Lake allegedly lost the Arizona governor’s race to Democrat Katie Hobbs, who lagged in polls during the campaign and consistently dodged debating Lake. Since being installed into office, Hobbs has pushed an aggressively leftist agenda that embraces abortion, champions illegal immigration and targets gun rights.

“We filed our Historic Election Integrity case with the Arizona Supreme Court,” Lake tweeted Wednesday. “Pray for our Attorneys. Pray for the Judges. Pray for Justice. Pray for America.”

Lake’s appeal to the state’s highest court to overturn the results of the election comes after her case was rejected by superior and appellate courts. Lake has consistently said that purposeful disruptions to the elections process were significant enough to change the results of a razor-thin race.

The lower courts bought the argument that Lake didn’t present adequate evidence that large numbers of Republican voters were disenfranchised by a botched election that left tens of thousands of voters unable to cast their ballots.
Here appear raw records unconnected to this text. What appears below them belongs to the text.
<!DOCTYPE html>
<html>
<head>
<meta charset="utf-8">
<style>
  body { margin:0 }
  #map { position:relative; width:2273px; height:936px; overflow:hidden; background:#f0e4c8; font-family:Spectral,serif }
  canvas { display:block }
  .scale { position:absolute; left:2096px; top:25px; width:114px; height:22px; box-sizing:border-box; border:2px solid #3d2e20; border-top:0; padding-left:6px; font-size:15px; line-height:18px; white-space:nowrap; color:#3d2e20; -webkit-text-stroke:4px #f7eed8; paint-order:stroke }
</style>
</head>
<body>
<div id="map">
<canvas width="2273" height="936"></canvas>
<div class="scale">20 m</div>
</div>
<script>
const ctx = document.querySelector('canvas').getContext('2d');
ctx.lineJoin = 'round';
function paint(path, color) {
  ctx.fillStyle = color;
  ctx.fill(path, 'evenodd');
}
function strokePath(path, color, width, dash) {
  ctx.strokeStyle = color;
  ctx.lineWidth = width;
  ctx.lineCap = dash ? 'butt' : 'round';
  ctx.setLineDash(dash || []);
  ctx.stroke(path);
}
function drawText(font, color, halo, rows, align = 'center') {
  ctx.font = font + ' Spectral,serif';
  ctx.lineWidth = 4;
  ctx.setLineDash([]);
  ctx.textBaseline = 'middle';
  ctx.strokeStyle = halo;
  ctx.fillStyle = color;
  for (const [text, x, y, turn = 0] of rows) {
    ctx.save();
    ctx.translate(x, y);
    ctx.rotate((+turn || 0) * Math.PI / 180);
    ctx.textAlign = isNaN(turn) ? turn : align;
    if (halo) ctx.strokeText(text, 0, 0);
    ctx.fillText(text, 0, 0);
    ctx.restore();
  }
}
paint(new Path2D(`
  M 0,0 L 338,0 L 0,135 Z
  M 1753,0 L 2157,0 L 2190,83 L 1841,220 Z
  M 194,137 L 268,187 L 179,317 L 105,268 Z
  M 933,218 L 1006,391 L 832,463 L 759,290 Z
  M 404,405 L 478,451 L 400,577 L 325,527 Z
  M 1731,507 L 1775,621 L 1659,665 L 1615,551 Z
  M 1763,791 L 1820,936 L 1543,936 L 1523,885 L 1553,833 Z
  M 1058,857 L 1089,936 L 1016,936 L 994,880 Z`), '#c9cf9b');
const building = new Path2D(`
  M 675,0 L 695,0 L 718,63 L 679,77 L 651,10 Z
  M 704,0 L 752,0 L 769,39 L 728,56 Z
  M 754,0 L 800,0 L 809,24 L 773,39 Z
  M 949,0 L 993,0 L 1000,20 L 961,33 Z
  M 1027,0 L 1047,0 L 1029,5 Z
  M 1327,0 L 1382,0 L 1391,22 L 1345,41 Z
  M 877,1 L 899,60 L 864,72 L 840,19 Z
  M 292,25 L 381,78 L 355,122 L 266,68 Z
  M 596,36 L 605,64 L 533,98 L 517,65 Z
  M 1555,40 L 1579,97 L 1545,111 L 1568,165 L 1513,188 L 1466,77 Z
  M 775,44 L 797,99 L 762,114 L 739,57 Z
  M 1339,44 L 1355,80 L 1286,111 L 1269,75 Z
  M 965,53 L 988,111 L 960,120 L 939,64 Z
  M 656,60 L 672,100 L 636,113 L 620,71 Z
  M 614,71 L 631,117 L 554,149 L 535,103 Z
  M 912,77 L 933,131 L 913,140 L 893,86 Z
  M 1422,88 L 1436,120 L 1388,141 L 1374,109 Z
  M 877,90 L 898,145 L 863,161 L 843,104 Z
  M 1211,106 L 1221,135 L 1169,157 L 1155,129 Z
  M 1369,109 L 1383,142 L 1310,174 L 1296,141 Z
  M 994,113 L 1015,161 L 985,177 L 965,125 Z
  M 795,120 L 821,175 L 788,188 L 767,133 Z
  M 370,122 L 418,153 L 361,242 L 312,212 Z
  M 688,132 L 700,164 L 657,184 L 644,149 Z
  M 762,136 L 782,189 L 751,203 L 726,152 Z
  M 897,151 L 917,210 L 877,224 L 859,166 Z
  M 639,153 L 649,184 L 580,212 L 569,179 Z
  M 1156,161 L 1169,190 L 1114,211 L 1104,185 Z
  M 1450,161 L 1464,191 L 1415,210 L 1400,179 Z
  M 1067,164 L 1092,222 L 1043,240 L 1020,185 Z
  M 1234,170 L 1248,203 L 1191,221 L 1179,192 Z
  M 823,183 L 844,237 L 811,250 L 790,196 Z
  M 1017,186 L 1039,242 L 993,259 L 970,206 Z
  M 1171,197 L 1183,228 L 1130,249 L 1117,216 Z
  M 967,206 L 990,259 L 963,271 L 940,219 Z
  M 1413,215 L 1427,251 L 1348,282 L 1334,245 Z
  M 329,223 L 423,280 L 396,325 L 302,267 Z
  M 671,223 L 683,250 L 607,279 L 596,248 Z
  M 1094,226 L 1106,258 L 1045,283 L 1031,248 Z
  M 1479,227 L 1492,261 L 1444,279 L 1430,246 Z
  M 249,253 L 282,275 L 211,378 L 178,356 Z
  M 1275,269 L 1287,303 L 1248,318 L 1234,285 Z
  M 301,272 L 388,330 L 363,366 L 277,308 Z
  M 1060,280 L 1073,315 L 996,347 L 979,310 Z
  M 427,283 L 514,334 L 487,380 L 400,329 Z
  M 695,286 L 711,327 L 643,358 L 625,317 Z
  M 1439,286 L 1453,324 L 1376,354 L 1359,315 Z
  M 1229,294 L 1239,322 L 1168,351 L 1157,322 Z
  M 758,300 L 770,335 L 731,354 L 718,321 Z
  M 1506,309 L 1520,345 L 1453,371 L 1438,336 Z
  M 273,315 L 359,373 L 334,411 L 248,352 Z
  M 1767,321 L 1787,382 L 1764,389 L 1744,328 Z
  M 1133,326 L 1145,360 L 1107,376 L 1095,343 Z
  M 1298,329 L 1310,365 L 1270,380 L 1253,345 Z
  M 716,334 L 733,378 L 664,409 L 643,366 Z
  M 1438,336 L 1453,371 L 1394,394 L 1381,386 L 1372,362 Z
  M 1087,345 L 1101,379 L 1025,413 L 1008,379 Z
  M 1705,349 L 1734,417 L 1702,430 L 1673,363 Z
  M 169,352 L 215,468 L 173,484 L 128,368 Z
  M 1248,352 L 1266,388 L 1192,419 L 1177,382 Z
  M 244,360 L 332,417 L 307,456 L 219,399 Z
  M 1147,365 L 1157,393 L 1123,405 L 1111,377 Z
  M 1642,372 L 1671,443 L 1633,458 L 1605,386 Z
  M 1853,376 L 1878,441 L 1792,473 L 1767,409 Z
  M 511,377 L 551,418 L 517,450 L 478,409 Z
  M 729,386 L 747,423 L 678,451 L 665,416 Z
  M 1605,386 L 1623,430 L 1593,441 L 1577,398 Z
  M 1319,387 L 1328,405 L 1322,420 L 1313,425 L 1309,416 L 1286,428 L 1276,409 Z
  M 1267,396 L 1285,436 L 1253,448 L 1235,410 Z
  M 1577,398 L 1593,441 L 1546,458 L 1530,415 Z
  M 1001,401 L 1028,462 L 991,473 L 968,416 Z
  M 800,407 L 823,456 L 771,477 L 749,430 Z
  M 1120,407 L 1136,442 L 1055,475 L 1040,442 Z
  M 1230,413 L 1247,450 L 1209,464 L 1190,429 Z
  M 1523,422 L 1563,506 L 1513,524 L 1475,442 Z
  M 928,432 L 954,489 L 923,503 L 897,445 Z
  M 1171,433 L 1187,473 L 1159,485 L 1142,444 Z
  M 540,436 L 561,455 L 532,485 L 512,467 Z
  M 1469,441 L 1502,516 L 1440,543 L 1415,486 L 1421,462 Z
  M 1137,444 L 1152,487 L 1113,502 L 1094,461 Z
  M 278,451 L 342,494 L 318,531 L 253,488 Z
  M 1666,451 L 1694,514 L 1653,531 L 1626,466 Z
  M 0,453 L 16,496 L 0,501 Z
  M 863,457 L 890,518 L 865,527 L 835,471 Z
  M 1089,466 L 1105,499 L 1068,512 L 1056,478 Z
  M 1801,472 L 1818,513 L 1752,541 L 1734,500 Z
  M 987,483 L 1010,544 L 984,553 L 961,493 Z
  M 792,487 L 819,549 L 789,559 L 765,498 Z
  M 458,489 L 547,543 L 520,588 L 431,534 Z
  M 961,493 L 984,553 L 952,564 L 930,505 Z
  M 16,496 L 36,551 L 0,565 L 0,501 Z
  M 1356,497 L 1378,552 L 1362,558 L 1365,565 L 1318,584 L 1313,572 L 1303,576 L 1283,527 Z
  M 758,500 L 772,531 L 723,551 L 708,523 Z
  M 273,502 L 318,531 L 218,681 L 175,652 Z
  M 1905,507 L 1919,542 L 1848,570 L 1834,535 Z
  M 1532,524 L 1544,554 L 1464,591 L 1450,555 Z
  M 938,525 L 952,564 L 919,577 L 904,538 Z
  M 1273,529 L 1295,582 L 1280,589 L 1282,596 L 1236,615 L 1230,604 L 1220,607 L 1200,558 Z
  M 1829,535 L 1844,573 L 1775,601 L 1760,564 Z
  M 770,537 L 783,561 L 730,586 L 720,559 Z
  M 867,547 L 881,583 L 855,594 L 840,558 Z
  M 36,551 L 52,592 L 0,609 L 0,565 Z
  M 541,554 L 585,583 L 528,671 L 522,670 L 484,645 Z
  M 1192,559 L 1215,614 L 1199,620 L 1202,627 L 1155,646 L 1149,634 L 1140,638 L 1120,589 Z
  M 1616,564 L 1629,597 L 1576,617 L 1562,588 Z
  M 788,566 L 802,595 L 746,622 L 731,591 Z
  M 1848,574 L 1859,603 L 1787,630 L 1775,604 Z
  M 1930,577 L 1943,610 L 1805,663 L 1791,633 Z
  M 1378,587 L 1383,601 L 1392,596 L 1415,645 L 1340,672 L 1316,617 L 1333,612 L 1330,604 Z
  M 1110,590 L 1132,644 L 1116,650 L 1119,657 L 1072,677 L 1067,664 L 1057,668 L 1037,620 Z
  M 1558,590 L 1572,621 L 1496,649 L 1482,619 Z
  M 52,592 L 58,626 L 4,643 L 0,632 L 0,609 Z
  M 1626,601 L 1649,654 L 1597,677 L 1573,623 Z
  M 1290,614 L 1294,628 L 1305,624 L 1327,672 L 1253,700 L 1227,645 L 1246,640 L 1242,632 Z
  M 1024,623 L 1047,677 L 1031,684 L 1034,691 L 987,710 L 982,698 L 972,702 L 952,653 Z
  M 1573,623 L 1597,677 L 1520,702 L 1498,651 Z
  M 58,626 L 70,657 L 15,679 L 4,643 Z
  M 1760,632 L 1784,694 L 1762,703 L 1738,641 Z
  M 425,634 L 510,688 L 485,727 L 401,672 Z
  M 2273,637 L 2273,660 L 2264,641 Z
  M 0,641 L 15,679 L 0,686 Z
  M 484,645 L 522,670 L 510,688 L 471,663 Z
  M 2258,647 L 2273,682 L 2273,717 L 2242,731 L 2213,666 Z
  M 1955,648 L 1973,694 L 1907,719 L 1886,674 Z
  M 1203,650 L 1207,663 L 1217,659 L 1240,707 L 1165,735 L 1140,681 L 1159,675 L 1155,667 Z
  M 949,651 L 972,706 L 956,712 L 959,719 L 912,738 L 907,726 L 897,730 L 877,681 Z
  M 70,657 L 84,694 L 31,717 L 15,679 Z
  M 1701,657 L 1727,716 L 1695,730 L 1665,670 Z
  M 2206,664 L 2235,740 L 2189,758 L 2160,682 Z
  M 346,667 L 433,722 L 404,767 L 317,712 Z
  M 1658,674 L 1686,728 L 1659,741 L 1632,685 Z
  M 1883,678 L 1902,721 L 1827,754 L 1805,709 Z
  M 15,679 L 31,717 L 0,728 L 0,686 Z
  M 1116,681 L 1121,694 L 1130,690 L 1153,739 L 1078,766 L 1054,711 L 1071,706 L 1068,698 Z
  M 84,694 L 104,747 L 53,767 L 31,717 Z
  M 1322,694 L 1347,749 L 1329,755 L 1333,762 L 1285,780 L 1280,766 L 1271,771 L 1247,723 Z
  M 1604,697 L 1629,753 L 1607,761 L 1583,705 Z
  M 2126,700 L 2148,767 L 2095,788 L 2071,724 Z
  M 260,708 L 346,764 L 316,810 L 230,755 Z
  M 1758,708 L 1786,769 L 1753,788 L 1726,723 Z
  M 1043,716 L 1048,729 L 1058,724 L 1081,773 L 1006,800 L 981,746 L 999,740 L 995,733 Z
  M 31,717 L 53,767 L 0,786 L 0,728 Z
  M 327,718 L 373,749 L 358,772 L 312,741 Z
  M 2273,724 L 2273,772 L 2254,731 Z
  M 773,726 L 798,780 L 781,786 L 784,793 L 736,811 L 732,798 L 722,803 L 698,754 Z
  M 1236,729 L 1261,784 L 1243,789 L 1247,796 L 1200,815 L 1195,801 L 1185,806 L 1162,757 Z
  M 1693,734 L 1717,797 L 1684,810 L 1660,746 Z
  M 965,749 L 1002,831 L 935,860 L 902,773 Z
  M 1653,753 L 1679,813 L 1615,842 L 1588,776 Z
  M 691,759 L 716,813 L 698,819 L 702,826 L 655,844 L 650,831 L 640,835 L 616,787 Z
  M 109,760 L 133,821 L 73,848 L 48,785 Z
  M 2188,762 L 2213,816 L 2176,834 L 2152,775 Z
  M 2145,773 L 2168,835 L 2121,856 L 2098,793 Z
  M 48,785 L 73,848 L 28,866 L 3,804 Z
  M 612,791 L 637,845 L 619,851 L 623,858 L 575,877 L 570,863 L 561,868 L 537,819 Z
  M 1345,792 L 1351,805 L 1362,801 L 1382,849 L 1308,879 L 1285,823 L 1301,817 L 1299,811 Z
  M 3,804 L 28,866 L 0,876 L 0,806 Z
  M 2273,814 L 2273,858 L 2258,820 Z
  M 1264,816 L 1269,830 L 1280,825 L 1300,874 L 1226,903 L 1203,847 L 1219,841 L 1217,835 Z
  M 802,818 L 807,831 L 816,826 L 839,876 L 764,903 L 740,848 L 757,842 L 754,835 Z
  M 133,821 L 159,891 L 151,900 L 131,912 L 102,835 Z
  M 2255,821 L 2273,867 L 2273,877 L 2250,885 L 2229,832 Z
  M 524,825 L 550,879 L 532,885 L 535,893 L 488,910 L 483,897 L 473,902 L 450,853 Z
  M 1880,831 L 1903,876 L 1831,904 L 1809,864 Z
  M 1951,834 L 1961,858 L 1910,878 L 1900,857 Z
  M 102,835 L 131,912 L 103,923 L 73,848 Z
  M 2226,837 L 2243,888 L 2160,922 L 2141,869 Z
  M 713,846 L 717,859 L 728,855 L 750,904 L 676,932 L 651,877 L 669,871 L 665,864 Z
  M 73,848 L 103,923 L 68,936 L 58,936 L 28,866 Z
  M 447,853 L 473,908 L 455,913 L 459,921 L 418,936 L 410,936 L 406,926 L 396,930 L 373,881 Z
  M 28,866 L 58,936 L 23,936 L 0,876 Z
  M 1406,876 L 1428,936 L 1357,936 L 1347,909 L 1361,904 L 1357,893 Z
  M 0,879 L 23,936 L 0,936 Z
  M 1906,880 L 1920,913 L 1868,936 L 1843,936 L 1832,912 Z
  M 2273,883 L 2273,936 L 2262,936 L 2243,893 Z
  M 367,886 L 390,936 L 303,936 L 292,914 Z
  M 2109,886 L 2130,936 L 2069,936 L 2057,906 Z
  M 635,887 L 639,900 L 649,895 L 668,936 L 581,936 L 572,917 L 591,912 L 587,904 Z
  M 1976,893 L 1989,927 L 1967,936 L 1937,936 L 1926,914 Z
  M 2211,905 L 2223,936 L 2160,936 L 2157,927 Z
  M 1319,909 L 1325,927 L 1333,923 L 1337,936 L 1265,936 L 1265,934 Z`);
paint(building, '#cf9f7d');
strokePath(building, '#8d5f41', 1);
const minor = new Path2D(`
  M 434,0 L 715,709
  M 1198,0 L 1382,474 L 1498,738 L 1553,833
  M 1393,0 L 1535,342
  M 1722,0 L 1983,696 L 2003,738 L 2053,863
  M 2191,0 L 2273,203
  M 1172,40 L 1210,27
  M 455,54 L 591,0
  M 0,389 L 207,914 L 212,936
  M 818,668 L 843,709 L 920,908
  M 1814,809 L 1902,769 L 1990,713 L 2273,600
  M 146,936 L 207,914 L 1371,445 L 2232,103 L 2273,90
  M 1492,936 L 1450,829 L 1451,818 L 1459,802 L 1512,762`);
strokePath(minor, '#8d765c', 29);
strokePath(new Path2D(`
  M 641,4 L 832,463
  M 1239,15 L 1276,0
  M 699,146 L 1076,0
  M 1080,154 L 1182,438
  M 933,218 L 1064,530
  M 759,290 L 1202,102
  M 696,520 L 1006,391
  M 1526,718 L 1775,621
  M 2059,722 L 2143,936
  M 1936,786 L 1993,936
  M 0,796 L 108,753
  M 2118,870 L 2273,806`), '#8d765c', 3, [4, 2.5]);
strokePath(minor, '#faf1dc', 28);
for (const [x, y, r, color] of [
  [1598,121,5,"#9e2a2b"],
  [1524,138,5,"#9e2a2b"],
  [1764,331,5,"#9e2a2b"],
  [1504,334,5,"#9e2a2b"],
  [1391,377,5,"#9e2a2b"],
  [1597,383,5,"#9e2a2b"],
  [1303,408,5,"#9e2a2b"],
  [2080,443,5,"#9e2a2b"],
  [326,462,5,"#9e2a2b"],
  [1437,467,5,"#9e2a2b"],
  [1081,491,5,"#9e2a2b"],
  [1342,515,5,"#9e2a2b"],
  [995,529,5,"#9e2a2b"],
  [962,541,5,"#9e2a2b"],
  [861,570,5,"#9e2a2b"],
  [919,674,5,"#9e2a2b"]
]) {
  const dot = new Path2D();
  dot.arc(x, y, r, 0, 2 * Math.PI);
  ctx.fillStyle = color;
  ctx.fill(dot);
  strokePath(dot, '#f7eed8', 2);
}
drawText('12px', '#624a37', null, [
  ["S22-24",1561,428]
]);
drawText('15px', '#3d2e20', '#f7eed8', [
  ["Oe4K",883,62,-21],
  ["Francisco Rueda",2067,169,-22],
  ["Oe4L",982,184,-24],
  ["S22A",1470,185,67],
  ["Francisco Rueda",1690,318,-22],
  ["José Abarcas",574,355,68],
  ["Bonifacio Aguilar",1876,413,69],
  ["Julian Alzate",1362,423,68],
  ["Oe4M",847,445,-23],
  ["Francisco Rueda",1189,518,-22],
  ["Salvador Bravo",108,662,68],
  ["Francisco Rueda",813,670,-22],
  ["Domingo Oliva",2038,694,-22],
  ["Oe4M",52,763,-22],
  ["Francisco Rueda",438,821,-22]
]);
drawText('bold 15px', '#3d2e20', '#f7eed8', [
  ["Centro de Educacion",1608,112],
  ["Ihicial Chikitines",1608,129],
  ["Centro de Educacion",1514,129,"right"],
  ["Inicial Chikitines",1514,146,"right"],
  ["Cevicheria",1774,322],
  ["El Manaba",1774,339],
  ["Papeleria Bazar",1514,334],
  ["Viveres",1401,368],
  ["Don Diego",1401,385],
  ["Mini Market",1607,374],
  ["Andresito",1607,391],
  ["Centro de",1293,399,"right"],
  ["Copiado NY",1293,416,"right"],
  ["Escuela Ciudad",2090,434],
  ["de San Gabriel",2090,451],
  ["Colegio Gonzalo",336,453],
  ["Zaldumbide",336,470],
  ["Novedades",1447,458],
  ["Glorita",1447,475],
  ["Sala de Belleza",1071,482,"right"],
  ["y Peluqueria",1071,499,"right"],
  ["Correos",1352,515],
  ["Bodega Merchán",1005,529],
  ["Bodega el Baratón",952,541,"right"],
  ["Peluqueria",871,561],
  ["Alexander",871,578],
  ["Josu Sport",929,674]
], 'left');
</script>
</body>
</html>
Lake’s appeal vigorously disputed that notion, noting that on Election Day vote-machine “printers at nearly two-thirds of Maricopa’s 223 vote centers printed misconfigured and defective ballots, causing tabulators to reject those ballots. As more than 200 witnesses testified, chaos ensued with hours-long wait lines causing voters to give up waiting or to simply not vote at nearly two-thirds of Maricopa’s 223 vote centers.”

The appeal reiterated accounts of the chaos, which caused thousands of voters to be sidelined. The issues with ballot printers focused on Maricopa County, which includes more than 60% of the state’s voters.

“A Republican attorney observer—part of a group of Republican attorneys covering 115 of 223 vote centers on Election Day—testified there was ‘pandemonium out there everywhere’ with ‘lines out the door, which did not—you did not see during the Primary…. [and] angry and frustrated voters.’”

Lake’s appeal also argued that chain of custody for ballots on Election Day was broken at an off-site facility, and that the state’s appeals court used the wrong standard of proof in rejecting Lake’s case.

Lake’s appeal again argued that facts and numbers were on their side, showing “more than 7,000 ballots being rejected by vote center tabulators every 30 minutes from 6:00 am to 8:00 pm— totaling over 217,000 rejected ballot insertions on a day with approximately 248,000 votes cast.”

By ignoring the arguments and evidence Lake presented, the filing claimed that the state’s appellate court had essentially “ruled that Arizona election laws don’t matter,” and “If allowed to stand, the Opinion will make commonplace the type of official arrogance exemplified by Maricopa’s blaming of Republicans for voting on Election Day.”

“Public trust in elections is at an all-time low. Decisions such as the Opinion only serve to further erode that trust,” the filing to the Supreme Court stated. “The undisputed facts, and the violations of law, show that Maricopa’s 2022 election must be set aside. Trust must be restored. This Court should grant review to correct this manifest error.”